→ Task directions: For each line of the listing below that contains the string "function", copy the line.

*** Opening of Listed records ***

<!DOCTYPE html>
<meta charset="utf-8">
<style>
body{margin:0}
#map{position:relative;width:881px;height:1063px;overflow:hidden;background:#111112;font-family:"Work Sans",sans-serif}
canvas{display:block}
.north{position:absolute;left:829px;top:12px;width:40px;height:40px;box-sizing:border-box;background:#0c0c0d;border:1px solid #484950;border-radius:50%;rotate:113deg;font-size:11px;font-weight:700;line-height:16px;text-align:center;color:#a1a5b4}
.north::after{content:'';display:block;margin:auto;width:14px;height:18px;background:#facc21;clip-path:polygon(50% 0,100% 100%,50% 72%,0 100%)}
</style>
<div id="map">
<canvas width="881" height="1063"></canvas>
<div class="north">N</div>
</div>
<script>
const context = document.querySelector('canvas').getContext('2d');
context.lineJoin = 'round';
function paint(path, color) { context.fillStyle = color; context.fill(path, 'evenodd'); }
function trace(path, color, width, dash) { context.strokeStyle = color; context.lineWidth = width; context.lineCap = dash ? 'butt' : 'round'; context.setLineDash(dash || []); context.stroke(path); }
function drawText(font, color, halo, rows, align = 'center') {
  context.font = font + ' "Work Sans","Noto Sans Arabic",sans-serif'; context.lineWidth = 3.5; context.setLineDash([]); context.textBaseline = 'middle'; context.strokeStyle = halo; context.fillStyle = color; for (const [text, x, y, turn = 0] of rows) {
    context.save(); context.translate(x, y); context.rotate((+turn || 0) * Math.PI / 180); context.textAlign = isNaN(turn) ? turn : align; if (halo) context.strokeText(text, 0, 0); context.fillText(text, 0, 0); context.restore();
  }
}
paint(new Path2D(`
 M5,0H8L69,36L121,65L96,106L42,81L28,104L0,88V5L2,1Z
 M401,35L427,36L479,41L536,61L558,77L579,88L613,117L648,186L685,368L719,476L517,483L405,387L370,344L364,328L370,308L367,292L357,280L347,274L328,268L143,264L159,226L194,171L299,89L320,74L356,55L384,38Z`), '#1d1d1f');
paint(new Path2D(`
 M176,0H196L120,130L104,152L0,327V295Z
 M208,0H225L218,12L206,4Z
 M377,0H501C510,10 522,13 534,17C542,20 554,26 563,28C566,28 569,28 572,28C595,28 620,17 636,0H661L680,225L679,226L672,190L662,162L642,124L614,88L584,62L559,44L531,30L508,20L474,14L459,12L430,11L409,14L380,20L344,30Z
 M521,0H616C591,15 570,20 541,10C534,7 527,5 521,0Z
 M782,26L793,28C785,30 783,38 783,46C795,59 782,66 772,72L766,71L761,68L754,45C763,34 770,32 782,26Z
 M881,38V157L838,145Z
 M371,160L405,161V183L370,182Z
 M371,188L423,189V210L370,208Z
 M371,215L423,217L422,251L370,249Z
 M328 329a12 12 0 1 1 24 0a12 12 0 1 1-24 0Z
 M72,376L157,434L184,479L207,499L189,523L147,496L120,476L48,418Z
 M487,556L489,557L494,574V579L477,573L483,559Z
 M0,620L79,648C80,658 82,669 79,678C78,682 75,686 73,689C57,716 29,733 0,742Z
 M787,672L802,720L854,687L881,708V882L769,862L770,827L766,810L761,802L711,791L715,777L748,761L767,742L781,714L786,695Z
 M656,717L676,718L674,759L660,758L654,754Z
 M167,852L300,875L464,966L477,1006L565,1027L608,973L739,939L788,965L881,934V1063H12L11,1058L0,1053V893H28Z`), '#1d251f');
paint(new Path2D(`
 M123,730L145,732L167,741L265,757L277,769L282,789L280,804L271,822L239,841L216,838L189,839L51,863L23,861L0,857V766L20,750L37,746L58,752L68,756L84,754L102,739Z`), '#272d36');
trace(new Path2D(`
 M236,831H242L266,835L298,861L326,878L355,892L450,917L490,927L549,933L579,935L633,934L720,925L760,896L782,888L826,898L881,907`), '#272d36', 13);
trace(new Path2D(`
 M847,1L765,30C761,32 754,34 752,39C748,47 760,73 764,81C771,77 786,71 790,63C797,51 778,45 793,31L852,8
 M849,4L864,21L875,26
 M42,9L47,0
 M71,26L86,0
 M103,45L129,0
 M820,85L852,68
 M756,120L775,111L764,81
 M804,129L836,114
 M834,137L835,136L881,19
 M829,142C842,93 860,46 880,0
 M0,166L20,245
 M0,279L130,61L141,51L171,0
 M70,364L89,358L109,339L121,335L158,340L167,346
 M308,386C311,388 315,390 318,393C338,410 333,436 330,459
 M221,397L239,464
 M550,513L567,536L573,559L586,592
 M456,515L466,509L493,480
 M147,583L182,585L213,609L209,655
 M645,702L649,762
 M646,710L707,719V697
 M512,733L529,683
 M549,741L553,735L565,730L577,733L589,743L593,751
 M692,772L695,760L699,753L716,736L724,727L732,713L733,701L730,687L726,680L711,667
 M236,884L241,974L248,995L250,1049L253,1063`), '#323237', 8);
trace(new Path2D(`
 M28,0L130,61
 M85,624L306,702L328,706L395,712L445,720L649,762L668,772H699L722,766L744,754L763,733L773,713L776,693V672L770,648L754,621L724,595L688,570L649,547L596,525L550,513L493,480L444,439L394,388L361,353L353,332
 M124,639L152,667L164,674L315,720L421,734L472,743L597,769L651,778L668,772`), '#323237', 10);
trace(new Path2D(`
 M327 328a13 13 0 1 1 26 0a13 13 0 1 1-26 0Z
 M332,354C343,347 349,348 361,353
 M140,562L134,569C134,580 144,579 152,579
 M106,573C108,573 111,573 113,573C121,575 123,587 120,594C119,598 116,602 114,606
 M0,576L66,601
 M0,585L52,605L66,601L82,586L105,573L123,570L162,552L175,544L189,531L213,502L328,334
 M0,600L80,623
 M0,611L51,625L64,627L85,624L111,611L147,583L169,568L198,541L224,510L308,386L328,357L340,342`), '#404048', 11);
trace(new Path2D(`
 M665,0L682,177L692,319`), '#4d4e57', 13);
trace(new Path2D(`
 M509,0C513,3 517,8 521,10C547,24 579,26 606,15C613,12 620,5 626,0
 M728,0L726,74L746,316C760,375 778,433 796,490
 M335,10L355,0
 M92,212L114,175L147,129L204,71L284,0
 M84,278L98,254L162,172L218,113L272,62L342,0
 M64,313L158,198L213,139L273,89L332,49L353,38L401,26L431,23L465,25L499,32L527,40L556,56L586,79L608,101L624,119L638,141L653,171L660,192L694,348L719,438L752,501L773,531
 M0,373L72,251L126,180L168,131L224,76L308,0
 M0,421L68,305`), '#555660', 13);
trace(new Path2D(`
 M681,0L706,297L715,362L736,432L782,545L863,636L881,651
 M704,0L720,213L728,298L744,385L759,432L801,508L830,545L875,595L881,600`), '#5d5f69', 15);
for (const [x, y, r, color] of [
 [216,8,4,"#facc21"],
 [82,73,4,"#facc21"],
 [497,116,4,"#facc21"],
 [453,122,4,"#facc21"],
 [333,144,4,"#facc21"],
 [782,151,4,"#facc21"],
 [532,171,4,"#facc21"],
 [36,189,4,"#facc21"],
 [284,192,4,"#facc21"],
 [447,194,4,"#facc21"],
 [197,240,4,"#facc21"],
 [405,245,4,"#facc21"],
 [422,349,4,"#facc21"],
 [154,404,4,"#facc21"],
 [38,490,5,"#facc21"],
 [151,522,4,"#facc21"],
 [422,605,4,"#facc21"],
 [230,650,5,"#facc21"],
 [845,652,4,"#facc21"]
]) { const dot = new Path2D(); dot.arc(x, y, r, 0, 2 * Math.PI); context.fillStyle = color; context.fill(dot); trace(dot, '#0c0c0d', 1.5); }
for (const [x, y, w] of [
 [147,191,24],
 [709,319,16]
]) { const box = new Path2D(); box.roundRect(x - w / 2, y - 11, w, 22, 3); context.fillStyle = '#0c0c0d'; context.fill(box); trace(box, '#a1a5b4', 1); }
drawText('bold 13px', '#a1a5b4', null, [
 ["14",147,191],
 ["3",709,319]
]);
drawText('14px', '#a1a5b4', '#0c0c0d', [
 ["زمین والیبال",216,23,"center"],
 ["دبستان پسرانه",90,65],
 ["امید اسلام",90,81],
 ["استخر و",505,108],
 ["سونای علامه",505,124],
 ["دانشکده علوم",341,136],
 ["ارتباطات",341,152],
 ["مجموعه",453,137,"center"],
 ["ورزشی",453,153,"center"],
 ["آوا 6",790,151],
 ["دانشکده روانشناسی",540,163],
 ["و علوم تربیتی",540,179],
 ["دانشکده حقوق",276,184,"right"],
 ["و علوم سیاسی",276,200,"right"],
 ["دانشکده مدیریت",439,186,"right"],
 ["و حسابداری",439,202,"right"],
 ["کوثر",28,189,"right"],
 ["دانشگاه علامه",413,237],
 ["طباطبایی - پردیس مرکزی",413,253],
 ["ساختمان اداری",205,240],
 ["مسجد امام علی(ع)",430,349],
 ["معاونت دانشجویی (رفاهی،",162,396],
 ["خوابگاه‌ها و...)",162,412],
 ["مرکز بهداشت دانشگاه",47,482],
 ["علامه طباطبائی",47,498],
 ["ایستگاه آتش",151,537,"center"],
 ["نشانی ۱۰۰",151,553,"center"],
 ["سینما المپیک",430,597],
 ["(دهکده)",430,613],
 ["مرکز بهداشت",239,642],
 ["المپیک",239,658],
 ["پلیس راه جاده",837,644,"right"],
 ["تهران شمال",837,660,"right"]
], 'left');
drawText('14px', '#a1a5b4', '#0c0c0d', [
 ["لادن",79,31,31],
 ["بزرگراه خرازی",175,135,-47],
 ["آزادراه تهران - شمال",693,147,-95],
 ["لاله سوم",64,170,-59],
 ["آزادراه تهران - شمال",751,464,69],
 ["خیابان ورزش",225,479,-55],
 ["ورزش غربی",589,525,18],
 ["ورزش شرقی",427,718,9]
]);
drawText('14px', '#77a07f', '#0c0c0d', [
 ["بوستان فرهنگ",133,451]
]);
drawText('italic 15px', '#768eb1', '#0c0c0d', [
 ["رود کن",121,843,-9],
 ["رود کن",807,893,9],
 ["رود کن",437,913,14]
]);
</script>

*** Close of Listed records ***

→ Response to the task:
function paint(path, color) { context.fillStyle = color; context.fill(path, 'evenodd'); }
function trace(path, color, width, dash) { context.strokeStyle = color; context.lineWidth = width; context.lineCap = dash ? 'butt' : 'round'; context.setLineDash(dash || []); context.stroke(path); }
function drawText(font, color, halo, rows, align = 'center') {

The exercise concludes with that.